Which leads us to the Braggot. Braggot (also Bracket, Bragot, Brakkatt or Brackett) was a popular, and more expensive, medieval ale that could be one of three things: an ale wort fermented with honey, ale blended with fully fermented mead, or an ale laced with honey and spices. Later, as hops were introduced to the British Isles, some Bragots were hopped. For a very simple formula, think of Braggot as a mix of Mead and Beer.
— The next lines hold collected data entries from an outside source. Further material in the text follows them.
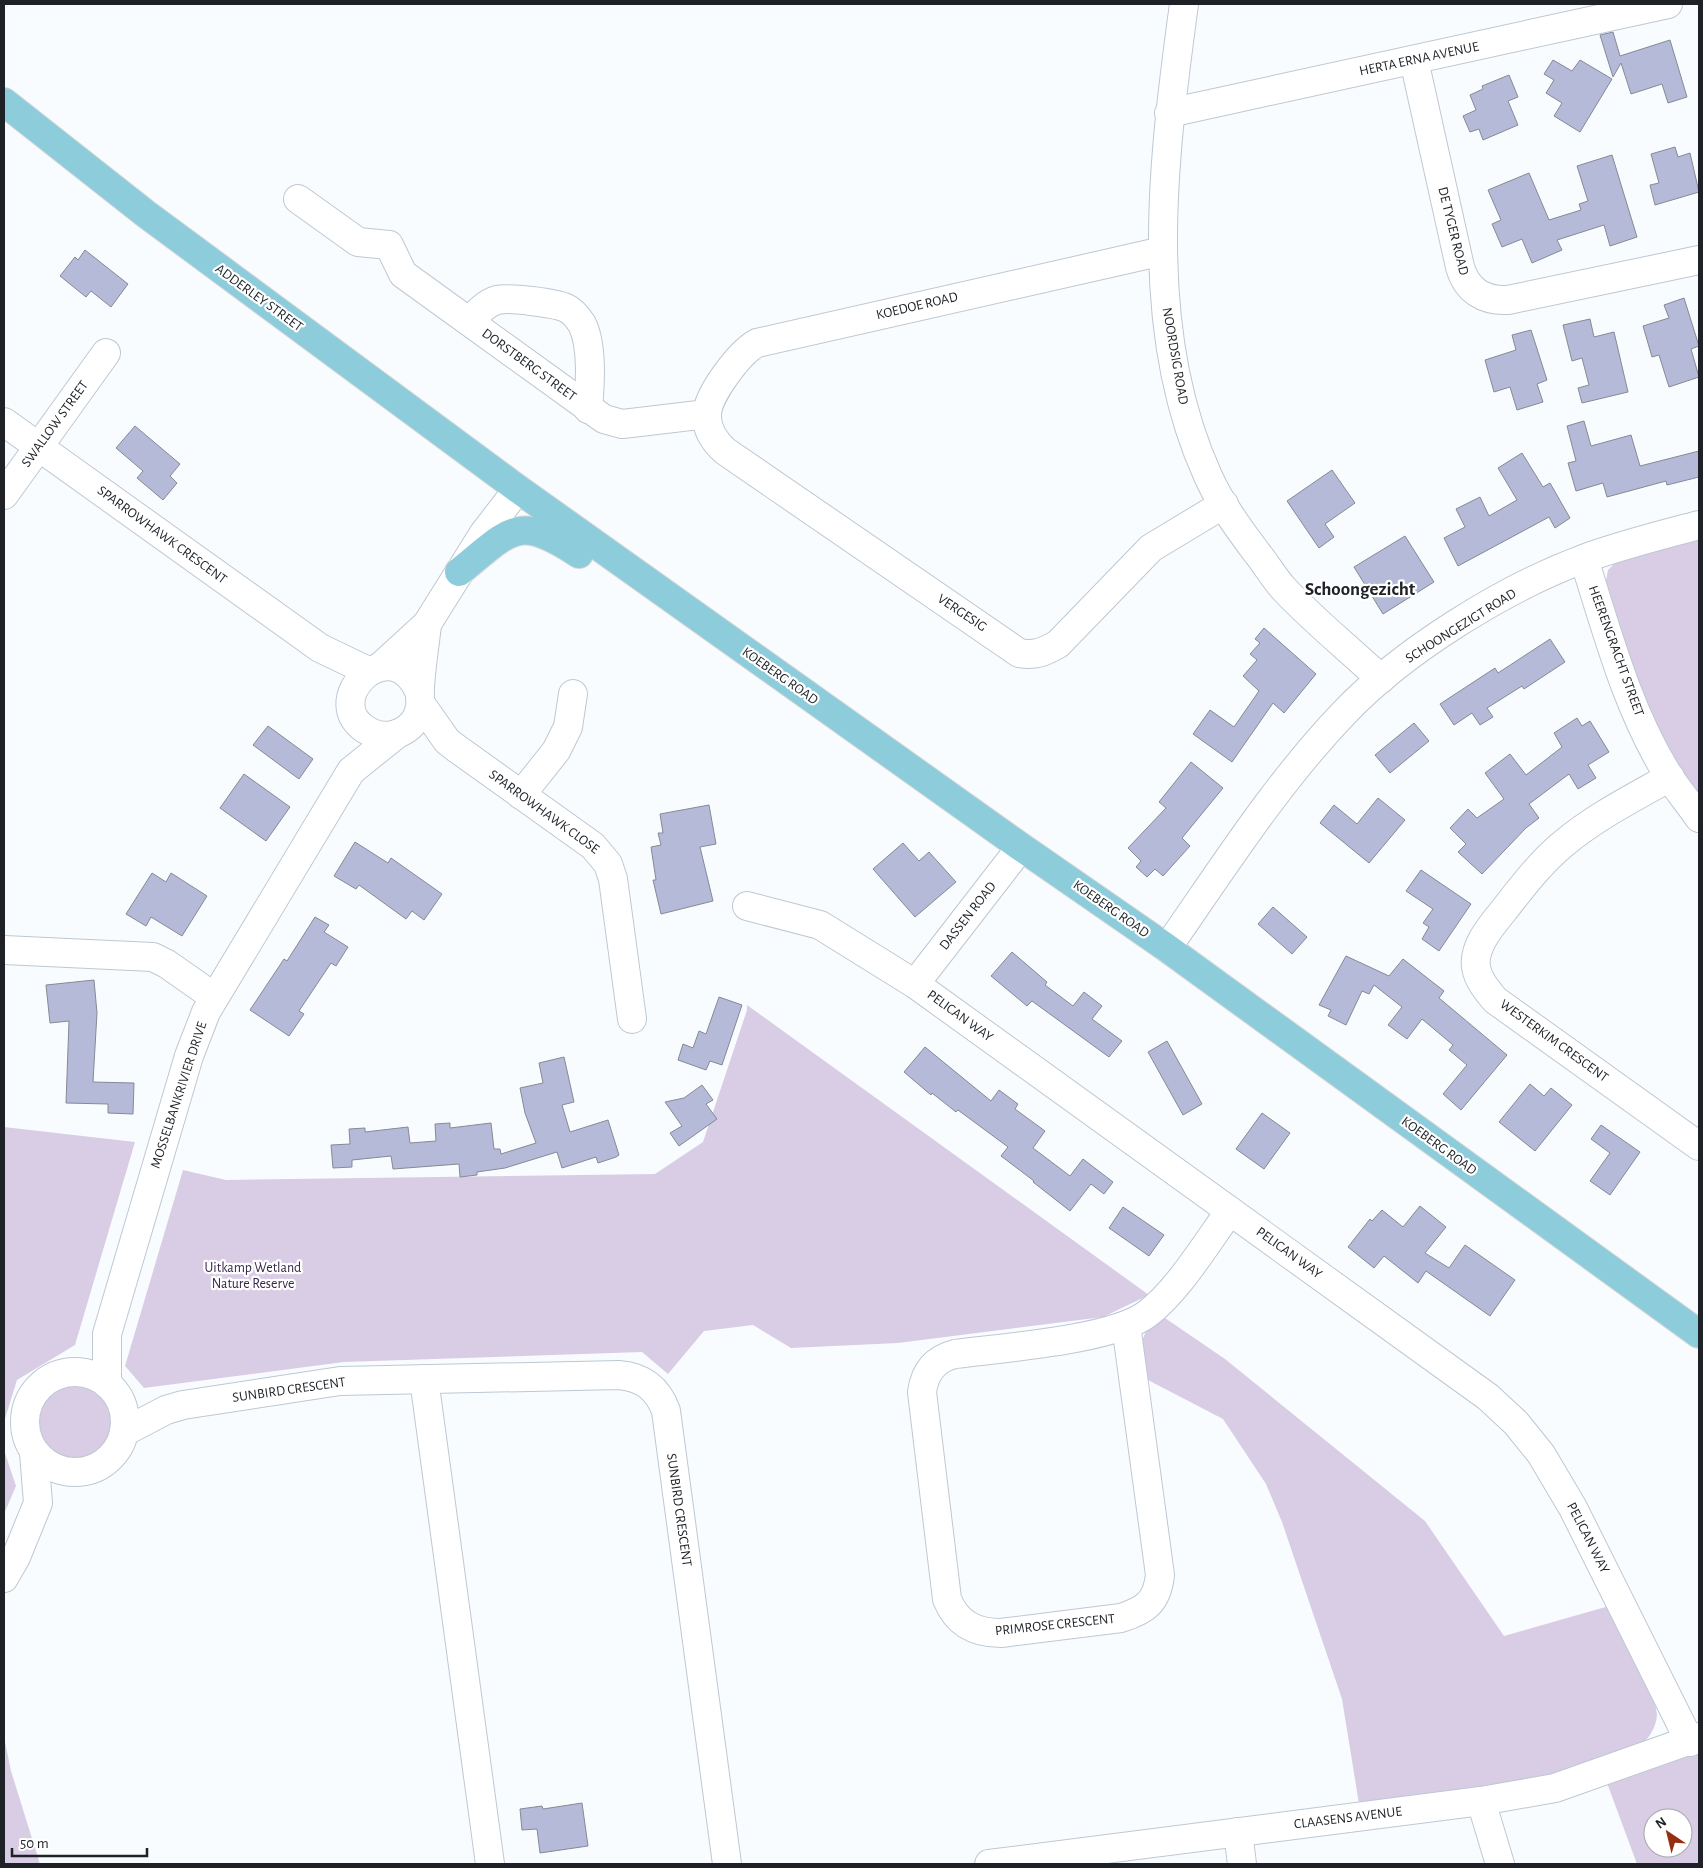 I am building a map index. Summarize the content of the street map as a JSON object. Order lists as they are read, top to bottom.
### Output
{
  "streets": {
    "main road": ["ADDERLEY STREET", "KOEBERG ROAD"],
    "street": [
      "HERTA ERNA AVENUE",
      "DE TYGER ROAD",
      "KOEDOE ROAD",
      "NOORDSIG ROAD",
      "DORSTBERG STREET",
      "SWALLOW STREET",
      "SPARROWHAWK CRESCENT",
      "VERGESIG",
      "SCHOONGEZIGT ROAD",
      "HEERENGRACHT STREET",
      "SPARROWHAWK CLOSE",
      "DASSEN ROAD",
      "PELICAN WAY",
      "WESTERKIM CRESCENT",
      "MOSSELBANKRIVIER DRIVE",
      "SUNBIRD CRESCENT",
      "PRIMROSE CRESCENT",
      "CLAASENS AVENUE"
    ]
  },
  "crossings": [
    ["HERTA ERNA AVENUE", "DE TYGER ROAD"],
    ["HERTA ERNA AVENUE", "NOORDSIG ROAD"],
    ["ADDERLEY STREET", "KOEBERG ROAD"],
    ["ADDERLEY STREET", "MOSSELBANKRIVIER DRIVE"],
    ["KOEDOE ROAD", "NOORDSIG ROAD"],
    ["KOEDOE ROAD", "DORSTBERG STREET"],
    ["KOEDOE ROAD", "VERGESIG"],
    ["NOORDSIG ROAD", "VERGESIG"],
    ["NOORDSIG ROAD", "SCHOONGEZIGT ROAD"],
    ["DORSTBERG STREET", "VERGESIG"],
    ["SWALLOW STREET", "SPARROWHAWK CRESCENT"],
    ["SPARROWHAWK CRESCENT", "SPARROWHAWK CLOSE"],
    ["SPARROWHAWK CRESCENT", "MOSSELBANKRIVIER DRIVE"],
    ["SCHOONGEZIGT ROAD", "HEERENGRACHT STREET"],
    ["SCHOONGEZIGT ROAD", "KOEBERG ROAD"],
    ["HEERENGRACHT STREET", "WESTERKIM CRESCENT"],
    ["KOEBERG ROAD", "DASSEN ROAD"],
    ["KOEBERG ROAD", "MOSSELBANKRIVIER DRIVE"],
    ["SPARROWHAWK CLOSE", "MOSSELBANKRIVIER DRIVE"],
    ["DASSEN ROAD", "PELICAN WAY"],
    ["PELICAN WAY", "PRIMROSE CRESCENT"],
    ["PELICAN WAY", "CLAASENS AVENUE"],
    ["MOSSELBANKRIVIER DRIVE", "SUNBIRD CRESCENT"]
  ],
  "districts": ["Schoongezicht"],
  "parks": ["Uitkamp Wetland Nature Reserve"],
  "scale_bar": "50 m",
  "north": "top left"
} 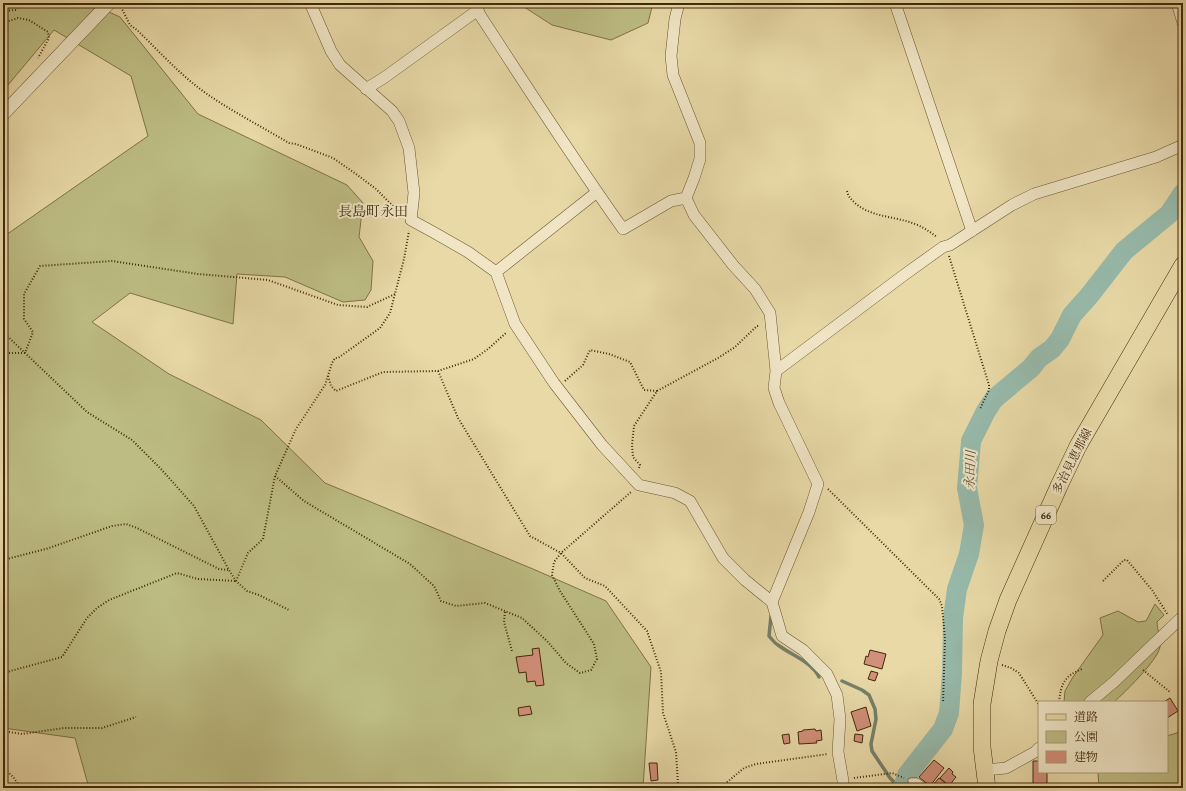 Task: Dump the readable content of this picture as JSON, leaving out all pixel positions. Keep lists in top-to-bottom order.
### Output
{
  "streets": {
    "main road": ["多治見恵那線", "66"]
  },
  "districts": ["長島町永田"],
  "water": ["永田川"],
  "legend": ["道路", "公園", "建物"]
} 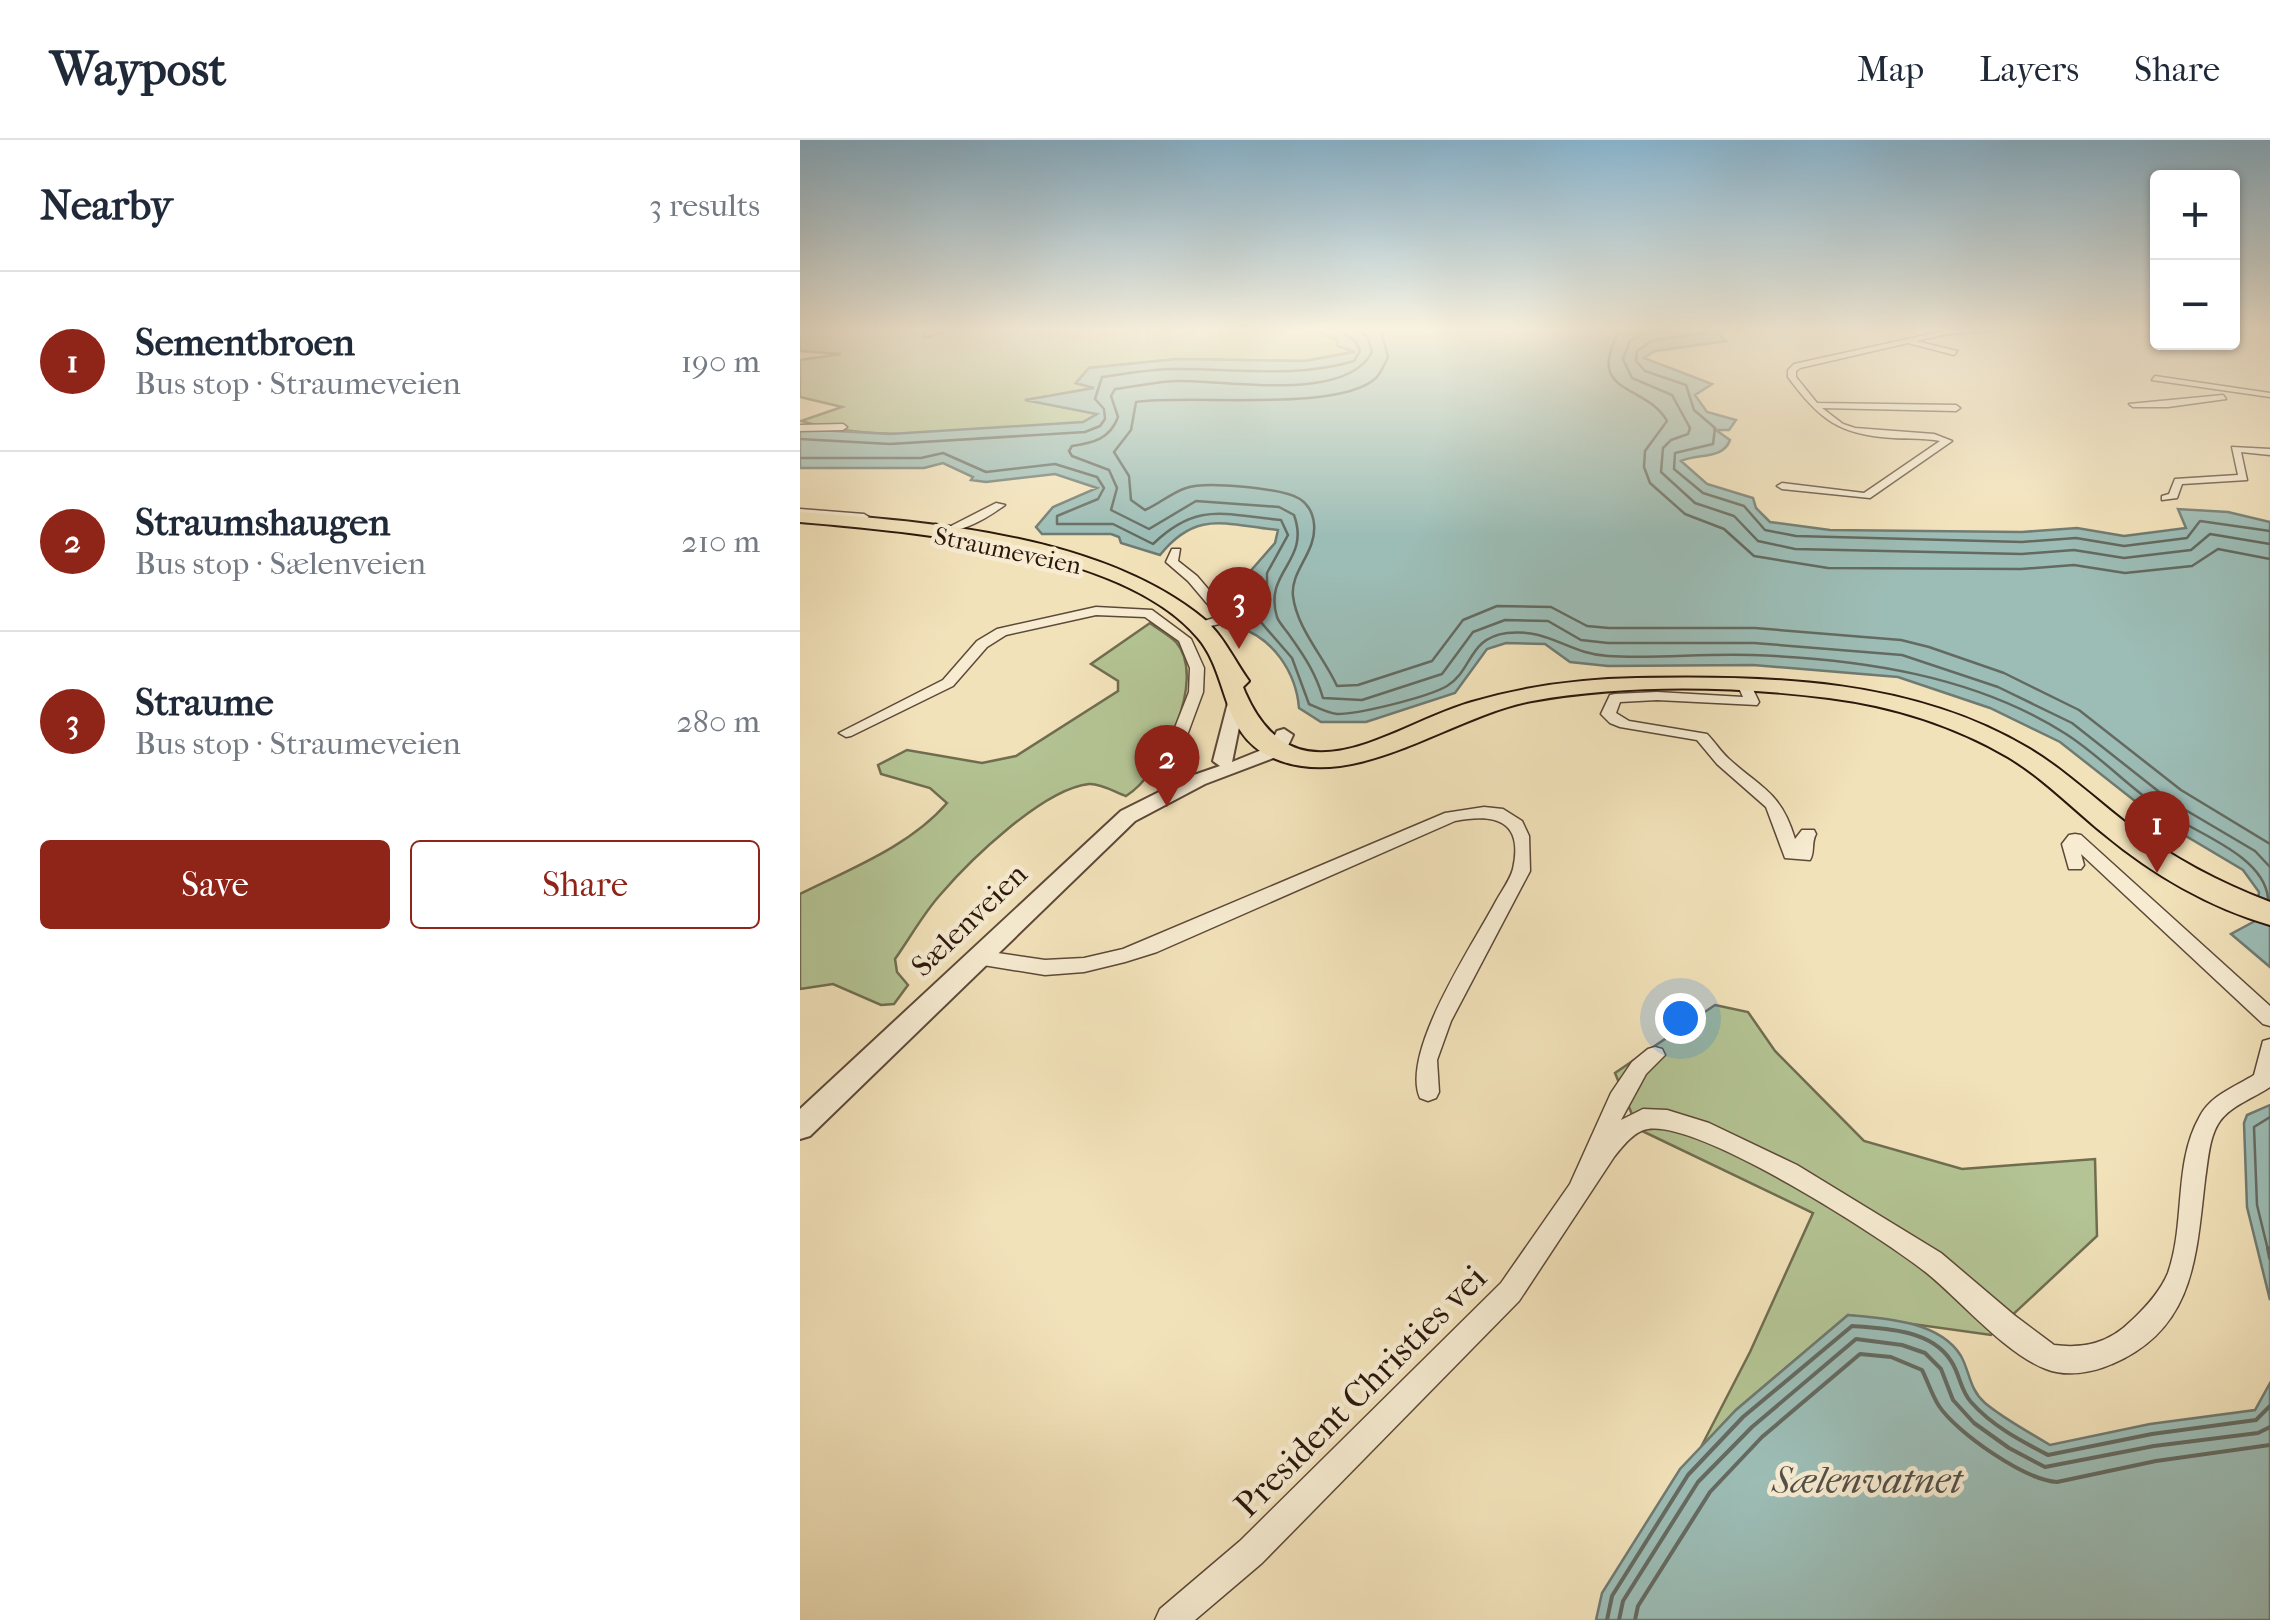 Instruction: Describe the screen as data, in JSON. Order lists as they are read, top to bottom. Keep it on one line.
{"streets":{"main road":["Straumeveien"],"street":["Sælenveien","President Christies vei"]},"crossings":[["Straumeveien","Sælenveien"]],"water":["Sælenvatnet"],"page":{"header":"Waypost","nav":["Map","Layers","Share"],"heading":["Nearby","3 results"],"map_buttons":["+","−"],"list":[{"mark":"1","name":"Sementbroen","note":"Bus stop · Straumeveien","value":"190 m"},{"mark":"2","name":"Straumshaugen","note":"Bus stop · Sælenveien","value":"210 m"},{"mark":"3","name":"Straume","note":"Bus stop · Straumeveien","value":"280 m"}],"pins":["3","2","1"],"buttons":["Save","Share"]}}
Tim Arndt: “I’ll start with a very low level of alpha hops like English Fuggles or Goldings to provide a beer-like character. Then I’m going for a mix of amber and pale malt for the base of the grain bill. A healthy amount of honey comes at the end of the boil. The fun and interesting part is the spice mix that gets steeped: cloves, black pepper, cinnamon and more. This brew clocks in at a whopping 10% ABV, so hold on to your ale cup. Look for an April or May release.”
Now we’ll travel east to Poland, so keep an open palate. You probably haven’t tasted this before, and you may need to grow into it. In the old days, beer was made from malt dried over open fires, so it was inevitably smoky. In later years, indirectly-fired kilns were invented. Malt could now be dried sans the smoke, and smoky beers died a quick death. But in various Polish villages, the tradition remained. Different villages used different woods for smoking – beechwood and oak being the most common. The Grodisk oak is the Grodziskie’s namesake. Some smoky beers can taste like bacon, but the oaky Grodziskie has a sweeter, fruitier taste, more like a Chardonnay.
If all this sounds a bit exotic, just remember the current sour beer rage grew out of a Polish beer revival that rediscovered the old sours of central Europe. Can the Grodziskie be far behind?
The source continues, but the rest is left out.